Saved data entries
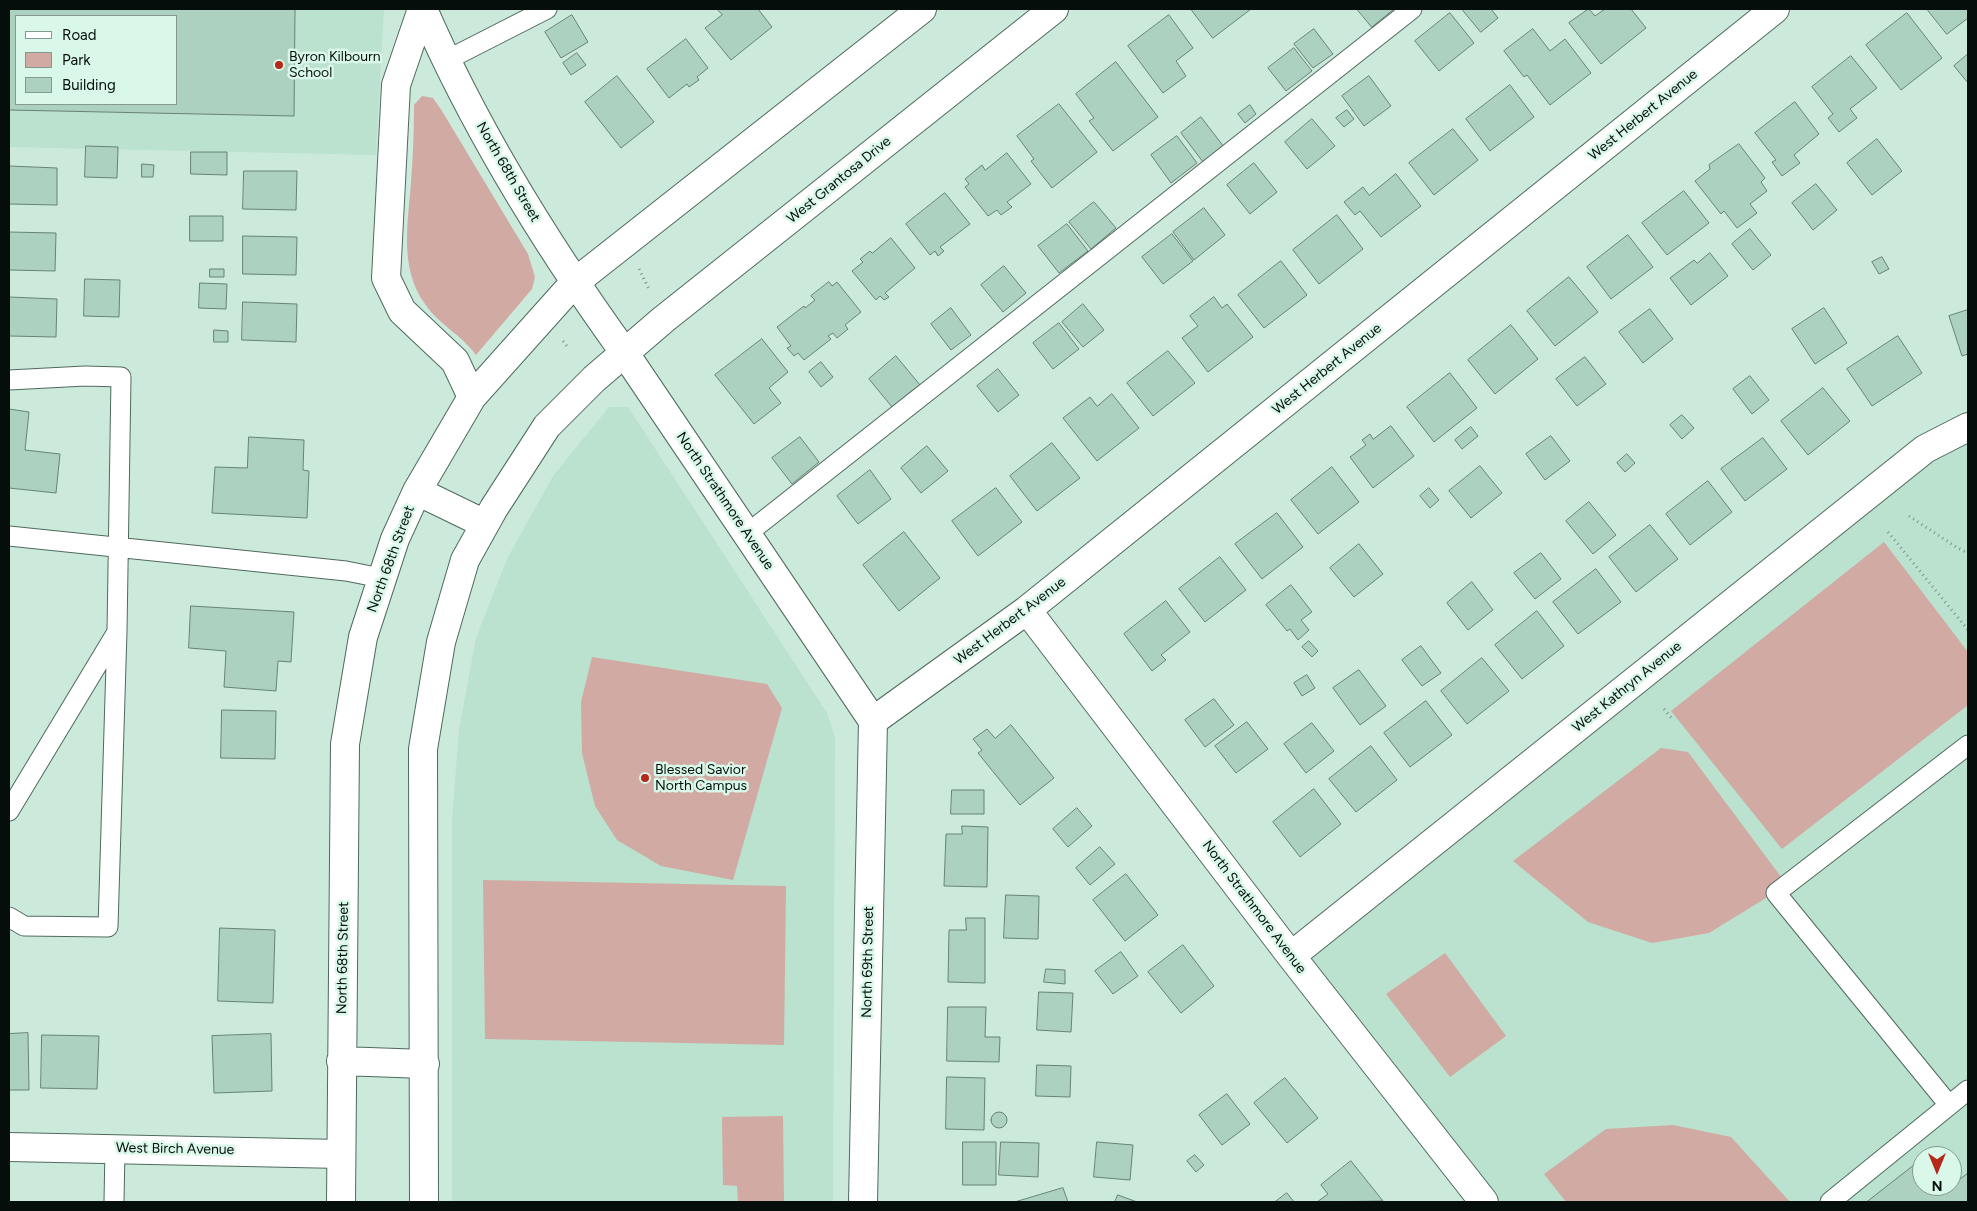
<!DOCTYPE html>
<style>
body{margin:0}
#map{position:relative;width:1977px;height:1211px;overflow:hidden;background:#cceadb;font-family:Figtree,sans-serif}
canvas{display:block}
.frame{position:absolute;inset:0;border:10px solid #050e0a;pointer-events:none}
.legend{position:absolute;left:15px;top:15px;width:162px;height:90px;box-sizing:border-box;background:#d9f8e9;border:1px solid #849a90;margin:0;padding:6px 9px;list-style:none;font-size:15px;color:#050e0a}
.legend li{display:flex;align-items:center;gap:10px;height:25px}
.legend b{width:25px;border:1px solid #849a90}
.north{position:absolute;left:1912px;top:1146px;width:50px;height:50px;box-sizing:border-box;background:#d9f8e9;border:1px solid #849a90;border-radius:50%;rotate:180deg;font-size:14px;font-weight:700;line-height:20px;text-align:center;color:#050e0a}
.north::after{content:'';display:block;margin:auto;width:18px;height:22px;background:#b62819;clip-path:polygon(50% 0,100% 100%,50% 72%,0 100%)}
</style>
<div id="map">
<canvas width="1977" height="1211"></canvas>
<div class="frame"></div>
<ul class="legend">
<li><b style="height:6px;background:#fff"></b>Road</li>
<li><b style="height:14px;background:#d0aaa3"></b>Park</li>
<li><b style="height:14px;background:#acd1c0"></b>Building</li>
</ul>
<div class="north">N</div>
</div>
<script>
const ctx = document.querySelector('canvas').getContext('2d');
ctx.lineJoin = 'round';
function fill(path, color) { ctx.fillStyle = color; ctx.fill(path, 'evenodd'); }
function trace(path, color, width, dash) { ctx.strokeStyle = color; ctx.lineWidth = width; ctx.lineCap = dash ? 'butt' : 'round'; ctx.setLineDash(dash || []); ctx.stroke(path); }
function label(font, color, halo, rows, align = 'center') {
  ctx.font = font + ' Figtree,sans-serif'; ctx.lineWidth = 5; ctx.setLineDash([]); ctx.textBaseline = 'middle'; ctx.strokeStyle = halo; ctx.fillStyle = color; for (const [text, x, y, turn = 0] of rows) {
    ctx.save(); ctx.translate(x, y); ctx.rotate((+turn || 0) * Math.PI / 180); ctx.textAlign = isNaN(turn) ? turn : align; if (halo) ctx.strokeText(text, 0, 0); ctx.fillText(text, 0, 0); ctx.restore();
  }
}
fill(new Path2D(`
 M9,9h375l-8,146 -367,-8zM16,16h160v88h-160z
 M609,407h19l199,306 8,24 -2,465h-381v-382l7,-90 17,-92 31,-79 46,-83z
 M1968,427v775h-484l-193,-246zM1922,1156h30v30h-30z`), '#bbe1cf');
fill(new Path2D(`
 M422,96l11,2 9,13 86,143 7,23 -3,12 -56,66c-14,-20 -37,-30 -51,-51 -26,-36 -17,-81 -14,-122 2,-26 3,-51 3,-77z
 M1884,542l84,110v53l-186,144 -111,-138z
 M592,657l175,27 15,24 -49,172 -72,-14 -44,-26 -22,-34 -13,-53 -1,-51z
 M1661,748l27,4 99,133 -78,48 -57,10 -64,-21 -75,-61z
 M483,880l303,6 -2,159 -299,-6z
 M1445,953l61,83 -56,41 -64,-83z
 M783,1116l1,86h-46l-1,-16 -14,-1 -1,-68z
 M1673,1125l58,12 59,65h-224l-22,-28 62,-45z`), '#d0aaa3');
const building = new Path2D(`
 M9,9h286l-1,107 -285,-6zM16,16h160v88h-160z
 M717,9h41l14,18 -41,33 -26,-32 17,-13z
 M1191,9h60l-38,29z
 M1357,9h37l-22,18z
 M1462,9h29l7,9 -17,14z
 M1589,9l6,7 10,-7h26l15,19 -45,36 -32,-41z
 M1927,9h41v9l-21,16z
 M1450,13l24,30 -35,28 -24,-30z
 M1907,13l35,45 -41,32 -35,-45z
 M572,15l16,27 -27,16 -16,-26z
 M1169,15l24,33 -17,13 10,15 -23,17 -35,-47z
 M1314,29l19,25 -20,14 -19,-24z
 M1533,29l17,22 15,-12 26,34 -41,32 -23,-30 -3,2 -20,-26z
 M686,39l22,29 -11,9 2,3 -10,7 -2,-3 -18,14 -22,-29z
 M1294,48l18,23 -26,20 -18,-23z
 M577,53l9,12 -15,10 -8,-12z
 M1968,54v29l-14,-17z
 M1851,56l26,32 -27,21 7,9 -18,14 -11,-14 5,-4 -21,-27z
 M1116,62l42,55 -45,34 -24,-30 5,-3 -18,-24z
 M617,76l37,46 -33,26 -36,-46z
 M1369,76l22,30 -27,20 -22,-30z
 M1510,85l24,32 -44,34 -24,-32z
 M1795,102l24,32 -25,21 6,8 -18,13 -10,-14 4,-2 -21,-27z
 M1059,104l38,48 -45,36 -21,-27 3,-2 -17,-23z
 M1250,105l6,9 -11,9 -7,-9z
 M1347,110l7,9 -10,8 -8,-9z
 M1201,117l23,30 -21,15 -22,-29z
 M1312,119l23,27 -28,23 -22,-27z
 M1453,129l25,31 -44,35 -25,-32z
 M1177,136l20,27 -26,20 -20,-28z
 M1877,139l25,32 -30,24 -25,-32z
 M1739,144l26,34 -4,4 6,9 -17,13 7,9 -20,15 -13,-17 -3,3 -26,-33 15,-12 -1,-4z
 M86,146l32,1 -1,31 -32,-1z
 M191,152h36v23l-36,-1z
 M1007,153l24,31 -24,18 5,5 -11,8 -4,-5 -9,6 -23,-29 4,-3 -4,-5 17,-14 3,5z
 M1254,163l23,29 -27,22 -23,-29z
 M142,164l12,1 -1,12h-11z
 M9,166l48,2v37l-48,-1z
 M244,171h53l-1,39 -53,-1z
 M1396,174l25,32 -40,31 -21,-26 -5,4 -11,-13 19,-15 6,8z
 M1816,184l21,26 -24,20 -21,-27z
 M1684,191l25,32 -42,32 -25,-32z
 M945,193l25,31 -30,23 4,4 -6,5 -3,-5 -5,4 -24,-31z
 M1094,202l22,26 -25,21 -22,-27z
 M1204,208l21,27 -31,25 -21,-28z
 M1337,215l26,34 -44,35 -26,-34z
 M190,216h33v25h-33z
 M1067,224l21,27 -29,22 -21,-27z
 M1750,229l21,26 -18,15 -21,-26z
 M9,232l47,1 -1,38 -46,-1z
 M1172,234l21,27 -30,23 -21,-27z
 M1628,235l25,32 -42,32 -24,-32z
 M243,236l54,1 -1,38 -53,-1z
 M891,238l24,30 -30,25 4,4 -5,3 -4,-4 -4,4 -24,-29 11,-9 -3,-3 10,-8 2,2z
 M1710,253l18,23 -37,29 -21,-27 24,-18 3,3z
 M1882,257l7,12 -10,5 -7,-12z
 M1281,261l26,34 -43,33 -26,-33z
 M1004,266l22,27 -23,19 -22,-27z
 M210,269h14v8h-14z
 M1569,277l29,35 -43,34 -28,-35z
 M85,279l35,1 -1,37 -35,-1z
 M829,282l3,4 5,-4 24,30 -16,13 3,4 -11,9 -4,-5 -5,3 3,3 -27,21 -6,-7 -4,3 -7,-8 4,-2 -14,-19 27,-21 1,2 10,-8 -4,-4z
 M200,283l27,1 -1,25 -27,-1z
 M9,297l48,2 -1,38 -47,-1z
 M1214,297l8,11 5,-4 26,33 -45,35 -26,-34 16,-12 -8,-10z
 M243,302l54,2 -1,38 -54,-2z
 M1083,304l21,26 -21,17 -21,-25z
 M951,308l20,27 -20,15 -20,-26z
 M1824,308l23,35 -32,21 -23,-35z
 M1650,309l23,30 -30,24 -24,-31z
 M1968,310v44l-6,2 -13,-40z
 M1059,323l20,26 -26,20 -20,-26z
 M1511,325l27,34 -43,35 -27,-34z
 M214,330l14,1v11h-14z
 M1898,336l24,37 -50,33 -25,-37z
 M762,339l26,33 -19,16 12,15 -27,21 -39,-49z
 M1168,351l27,32 -42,33 -26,-33z
 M896,356l24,29 -28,22 -23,-28z
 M1585,357l21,27 -29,22 -21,-27z
 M821,362l12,15 -12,10 -12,-15z
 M998,369l21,26 -21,17 -21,-26z
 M1450,373l27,35 -43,34 -27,-35z
 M1750,376l19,24 -17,14 -19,-25z
 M1823,388l27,33 -42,34 -27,-34z
 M1112,394l27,34 -42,33 -34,-43 27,-21 7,9z
 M9,409l20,3 -4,38 35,4 -4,39 -47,-5z
 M1682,415l12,13 -12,11 -12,-14z
 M1391,426l23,30 -41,32 -23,-31 16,-12 -4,-5 8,-6 3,5z
 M1471,427l7,9 -16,13 -7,-9z
 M1551,436l19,25 -25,19 -19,-26z
 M249,437l55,3 -1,30 6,1 -2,47 -95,-5 3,-46 32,1z
 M800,437l19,25 -27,22 -20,-26z
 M1763,438l24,31 -42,32 -24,-32z
 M1052,443l28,35 -43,33 -27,-35z
 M927,446l21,25 -27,22 -20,-25z
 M1627,454l8,9 -10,9 -8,-9z
 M1480,466l22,27 -31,25 -22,-27z
 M1332,467l27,35 -41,32 -27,-34z
 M870,470l21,29 -33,25 -21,-28z
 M1708,481l24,31 -42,33 -24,-31z
 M996,488l26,34 -44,34 -26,-35z
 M1429,488l10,12 -9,8 -10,-12z
 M1589,502l27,33 -23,19 -27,-33z
 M1277,513l26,34 -41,32 -27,-35z
 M1650,525l28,34 -42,33 -27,-35z
 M904,532l36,46 -41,33 -36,-46z
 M1359,544l24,30 -29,23 -24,-29z
 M1541,553l20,26 -26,20 -21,-26z
 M1220,557l26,33 -41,32 -26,-33z
 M1596,569l25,33 -43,32 -25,-32z
 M1472,582l21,28 -25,20 -21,-27z
 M1291,585l21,27 -11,8 8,10 -11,10 -8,-11 -3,2 -21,-26z
 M1166,601l24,31 -29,23 5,5 -14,11 -28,-37z
 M191,606l103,6 -3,50 -13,-1 -2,30 -52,-4 2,-36 -37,-3z
 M1537,611l27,35 -42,33 -27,-34z
 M1309,641l9,10 -6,6 -10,-10z
 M1421,646l20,27 -19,13 -20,-26z
 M1482,658l27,33 -42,33 -26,-33z
 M1359,670l27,36 -26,19 -27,-37z
 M1307,675l8,13 -13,8 -8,-13z
 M1214,699l20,26 -29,22 -20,-27z
 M1426,701l26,34 -42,32 -26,-34z
 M222,710l54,1 -1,48 -54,-1z
 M1247,722l21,27 -32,24 -21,-27z
 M1312,723l22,28 -28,22 -22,-29z
 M1011,725l43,53 -34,27 -42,-52 4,-3 -9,-11 14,-10 8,9z
 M1371,746l26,34 -41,32 -27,-33z
 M1314,789l27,35 -41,33 -27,-35z
 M952,790h32v24h-33z
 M1077,808l15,18 -24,21 -15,-18z
 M962,826l26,1 -1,60 -43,-1 2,-52h16z
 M1100,847l15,17 -25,21 -14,-17z
 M1126,874l32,41 -33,26 -32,-41z
 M1006,895l33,1 -1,43 -34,-1z
 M966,918h19v65l-37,-1 1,-52h17z
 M220,928l55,2 -2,73 -55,-2z
 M1183,945l31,41 -33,27 -33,-41z
 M1121,952l17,24 -25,18 -18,-23z
 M1046,969l19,1v14l-21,-2z
 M1039,992l34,1 -2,39 -34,-2z
 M948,1007h38l-1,30h15l-1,25 -52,-1z
 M28,1033l1,57h-20v-56z
 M271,1034l1,57 -58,2 -2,-57z
 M42,1035l57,1 -2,53 -56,-1z
 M1037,1065l34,1 -1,31 -34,-1z
 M947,1077l38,1 -1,52 -38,-1z
 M1285,1078l33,40 -31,25 -33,-40z
 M1227,1094l23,30 -28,21 -23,-30z
 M991 1120a8 8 0 1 1 16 0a8 8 0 1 1-16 0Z
 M963,1142h33v43h-33z
 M1001,1142l38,1 -1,34 -39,-2z
 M1097,1142l36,3 -3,35 -36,-3z
 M1195,1155l9,10 -8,7 -9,-11z
 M1922,1159v27h29l17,-13v29h-101z
 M1351,1161l32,40 -66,1 11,-8 -7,-9z
 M1063,1188l5,14h-53z
 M1287,1193l7,9h-19z
 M1118,1195l19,7h-22z`);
fill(building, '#acd1c0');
trace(building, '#678375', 1);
const service = new Path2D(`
 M445,61l102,-52
 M9,380l76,-4 36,1 -4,254 -9,296 -84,-1 -15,-9
 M748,533l664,-524
 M9,536l337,35 35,7
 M9,811l108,-179
 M1949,1105l-173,-212 192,-148
 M114,1202l1,-54
 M1830,1202l138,-112`);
const minor = new Path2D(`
 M624,352l249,369
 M1027,610l264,346 193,246
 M873,721l154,-111 748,-601
 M1291,956l634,-507 43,-22
 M9,1147l332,7
 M863,1202l10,-481`);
const tertiary = new Path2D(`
 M422,9l-26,76 -10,193 16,33 53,50 17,36
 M423,9c53,122 123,235 201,343
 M417,491l68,33
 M341,1061l84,3
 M341,1202l4,-458 18,-107 32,-98 22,-48 55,-94 102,-114 348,-274
 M424,1202l-1,-453 18,-107 24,-82 29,-52 53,-82 47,-47 70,-60 390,-310`);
trace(service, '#4f6a5d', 21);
trace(minor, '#4f6a5d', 30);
trace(tertiary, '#4f6a5d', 30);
trace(new Path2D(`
 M639,269l10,20
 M563,341l6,8
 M1909,516l47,31 12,6
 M1888,532l80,98
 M1664,709l9,11`), '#7c9187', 3, [1, 4]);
trace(service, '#fff', 19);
trace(minor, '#fff', 28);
trace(tertiary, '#fff', 28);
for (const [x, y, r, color] of [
 [279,65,5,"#b62819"],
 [645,778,5,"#b62819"]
]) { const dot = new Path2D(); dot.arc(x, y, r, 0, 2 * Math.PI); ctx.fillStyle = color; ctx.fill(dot); trace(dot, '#d9f8e9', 2); }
label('14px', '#050e0a', '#d9f8e9', [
 ["Byron Kilbourn",289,57],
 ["School",289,73],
 ["Blessed Savior",655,770],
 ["North Campus",655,786]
], 'left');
label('14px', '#050e0a', '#d9f8e9', [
 ["West Herbert Avenue",1643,115,-39],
 ["North 68th Street",508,172,60],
 ["West Grantosa Drive",839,180,-39],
 ["West Herbert Avenue",1327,369,-39],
 ["North Strathmore Avenue",725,501,56],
 ["North 68th Street",391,559,-70],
 ["West Herbert Avenue",1010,621,-37],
 ["West Kathryn Avenue",1627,687,-39],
 ["North Strathmore Avenue",1254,907,53],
 ["North 68th Street",343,958,-89],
 ["North 69th Street",868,962,-89],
 ["West Birch Avenue",175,1149,1]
]);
</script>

## WHAT IS BEING ASKED
Filter the records above and copy every line that contains the word "function".

## YOUR SOLUTION
function fill(path, color) { ctx.fillStyle = color; ctx.fill(path, 'evenodd'); }
function trace(path, color, width, dash) { ctx.strokeStyle = color; ctx.lineWidth = width; ctx.lineCap = dash ? 'butt' : 'round'; ctx.setLineDash(dash || []); ctx.stroke(path); }
function label(font, color, halo, rows, align = 'center') {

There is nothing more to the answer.